The head of the US Air Force's Air Combat Command (ACC) has qualified to fly the Lockheed Martin F-22 Raptor.
Gen Mike Hostage started training to fly the stealthy fifth-generation fighter in solidarity with the Raptor pilots under his command. F-22 pilots have been experiencing a series of hypoxia-like physiological incidents which have yet to be explained.
"I'm asking these airmen to assume some risk that exceeds the norm in day-to-day training, and I have to be willing to do it myself and experience firsthand what they do," Hostage says.

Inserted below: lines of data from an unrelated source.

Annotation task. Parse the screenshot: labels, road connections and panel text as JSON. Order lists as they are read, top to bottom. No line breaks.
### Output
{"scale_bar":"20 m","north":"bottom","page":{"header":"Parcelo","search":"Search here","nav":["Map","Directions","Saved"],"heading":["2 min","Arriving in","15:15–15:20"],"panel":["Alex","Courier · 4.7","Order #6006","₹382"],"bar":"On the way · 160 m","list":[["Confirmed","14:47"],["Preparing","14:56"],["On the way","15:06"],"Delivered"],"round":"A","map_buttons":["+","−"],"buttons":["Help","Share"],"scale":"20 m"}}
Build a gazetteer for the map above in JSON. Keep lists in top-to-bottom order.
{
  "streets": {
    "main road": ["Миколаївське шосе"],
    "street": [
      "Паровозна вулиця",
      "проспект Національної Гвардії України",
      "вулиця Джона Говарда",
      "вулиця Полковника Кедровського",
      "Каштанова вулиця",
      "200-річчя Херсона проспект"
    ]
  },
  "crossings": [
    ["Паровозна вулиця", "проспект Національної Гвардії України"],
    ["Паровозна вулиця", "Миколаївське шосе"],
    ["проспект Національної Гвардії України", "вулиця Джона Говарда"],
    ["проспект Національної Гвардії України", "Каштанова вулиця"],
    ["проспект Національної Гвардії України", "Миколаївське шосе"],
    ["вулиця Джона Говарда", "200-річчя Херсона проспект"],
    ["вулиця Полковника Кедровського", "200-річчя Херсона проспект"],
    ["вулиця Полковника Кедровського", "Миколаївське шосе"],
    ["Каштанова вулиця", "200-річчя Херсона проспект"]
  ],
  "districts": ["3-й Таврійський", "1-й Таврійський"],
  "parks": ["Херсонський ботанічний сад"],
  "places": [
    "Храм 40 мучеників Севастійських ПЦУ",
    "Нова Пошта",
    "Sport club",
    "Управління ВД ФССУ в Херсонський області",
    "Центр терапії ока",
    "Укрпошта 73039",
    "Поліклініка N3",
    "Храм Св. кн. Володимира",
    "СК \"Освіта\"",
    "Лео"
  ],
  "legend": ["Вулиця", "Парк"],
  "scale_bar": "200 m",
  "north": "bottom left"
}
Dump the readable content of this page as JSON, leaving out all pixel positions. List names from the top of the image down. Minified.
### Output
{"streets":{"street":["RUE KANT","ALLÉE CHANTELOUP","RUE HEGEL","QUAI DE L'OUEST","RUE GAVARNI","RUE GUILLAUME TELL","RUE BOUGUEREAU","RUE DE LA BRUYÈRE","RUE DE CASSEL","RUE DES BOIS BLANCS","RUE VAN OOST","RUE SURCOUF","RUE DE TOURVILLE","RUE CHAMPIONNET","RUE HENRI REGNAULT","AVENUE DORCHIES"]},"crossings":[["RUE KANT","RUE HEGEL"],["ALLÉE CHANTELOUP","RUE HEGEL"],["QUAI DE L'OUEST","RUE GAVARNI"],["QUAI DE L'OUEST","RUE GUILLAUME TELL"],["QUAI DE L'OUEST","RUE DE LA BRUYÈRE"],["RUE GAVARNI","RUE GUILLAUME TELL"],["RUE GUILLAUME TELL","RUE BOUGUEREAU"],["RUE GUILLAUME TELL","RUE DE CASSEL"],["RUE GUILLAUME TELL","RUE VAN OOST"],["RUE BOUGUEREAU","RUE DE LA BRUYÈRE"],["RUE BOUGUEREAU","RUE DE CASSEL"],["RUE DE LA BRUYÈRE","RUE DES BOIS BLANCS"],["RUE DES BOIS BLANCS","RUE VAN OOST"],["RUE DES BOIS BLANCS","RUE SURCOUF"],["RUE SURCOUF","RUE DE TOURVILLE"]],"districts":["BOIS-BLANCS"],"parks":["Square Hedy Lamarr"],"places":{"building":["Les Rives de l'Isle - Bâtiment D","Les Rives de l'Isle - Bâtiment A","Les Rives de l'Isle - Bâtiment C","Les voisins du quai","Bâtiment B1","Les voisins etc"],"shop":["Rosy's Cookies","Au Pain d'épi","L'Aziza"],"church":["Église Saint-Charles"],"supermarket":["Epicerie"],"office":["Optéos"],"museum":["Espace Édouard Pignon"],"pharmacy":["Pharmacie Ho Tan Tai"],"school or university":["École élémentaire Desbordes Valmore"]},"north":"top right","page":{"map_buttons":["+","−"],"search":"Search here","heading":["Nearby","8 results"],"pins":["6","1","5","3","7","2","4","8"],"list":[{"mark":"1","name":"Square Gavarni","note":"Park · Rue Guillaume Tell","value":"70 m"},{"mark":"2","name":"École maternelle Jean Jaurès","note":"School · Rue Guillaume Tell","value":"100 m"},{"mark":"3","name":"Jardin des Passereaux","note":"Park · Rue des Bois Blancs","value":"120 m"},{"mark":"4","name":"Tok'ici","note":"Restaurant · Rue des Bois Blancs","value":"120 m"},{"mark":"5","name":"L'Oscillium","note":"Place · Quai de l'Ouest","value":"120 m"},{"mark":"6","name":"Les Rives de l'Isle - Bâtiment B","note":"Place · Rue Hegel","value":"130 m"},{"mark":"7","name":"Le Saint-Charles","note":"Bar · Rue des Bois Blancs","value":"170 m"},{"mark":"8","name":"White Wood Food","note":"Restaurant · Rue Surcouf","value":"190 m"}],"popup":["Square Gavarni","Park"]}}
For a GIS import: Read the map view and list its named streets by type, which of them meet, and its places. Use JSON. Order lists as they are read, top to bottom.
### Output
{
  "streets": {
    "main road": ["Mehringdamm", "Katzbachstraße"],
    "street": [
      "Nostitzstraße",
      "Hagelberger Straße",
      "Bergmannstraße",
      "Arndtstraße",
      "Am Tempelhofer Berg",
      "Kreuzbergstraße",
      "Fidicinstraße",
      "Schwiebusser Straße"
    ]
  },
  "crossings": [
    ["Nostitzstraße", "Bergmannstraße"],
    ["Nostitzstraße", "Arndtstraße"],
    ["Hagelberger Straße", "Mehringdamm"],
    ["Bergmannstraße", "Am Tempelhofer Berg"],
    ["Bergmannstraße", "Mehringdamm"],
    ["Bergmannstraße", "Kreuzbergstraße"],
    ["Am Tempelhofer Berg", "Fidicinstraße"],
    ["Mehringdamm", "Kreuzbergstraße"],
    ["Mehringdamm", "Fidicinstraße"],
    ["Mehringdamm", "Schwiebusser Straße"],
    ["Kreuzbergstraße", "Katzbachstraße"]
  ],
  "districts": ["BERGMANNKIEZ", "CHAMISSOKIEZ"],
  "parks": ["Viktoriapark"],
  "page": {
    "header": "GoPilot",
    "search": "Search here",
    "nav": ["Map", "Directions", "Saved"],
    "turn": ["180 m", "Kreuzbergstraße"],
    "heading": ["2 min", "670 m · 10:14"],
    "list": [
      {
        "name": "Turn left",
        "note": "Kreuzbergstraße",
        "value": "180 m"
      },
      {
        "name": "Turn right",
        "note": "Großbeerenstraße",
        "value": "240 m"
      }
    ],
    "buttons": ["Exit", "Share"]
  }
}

According to the USAF, Hostage completed the initial F-22 transition course at the Raptor formal training unit (FTU) at the 43rd Fighter Squadron at Tyndall AFB, Florida, on 27 June. Once he returns to Joint Base Langley-Eustis in Virginia, Hostage will undergo additional training in the Raptor, the USAF says.
Normally, pilots undergo basic aircraft qualification at an FTU before being assigned to an operation squadron. Once at an operational unit, a pilot has to undertake mission qualification training in order to be certified to go to war as a wingman.
However, because of the unusual circumstances under which Hostage ended up flying the Raptor, the general will be operating with a number of F-22 squadrons throughout the USAF.
Four-star general officers very seldom fly operationally with line units.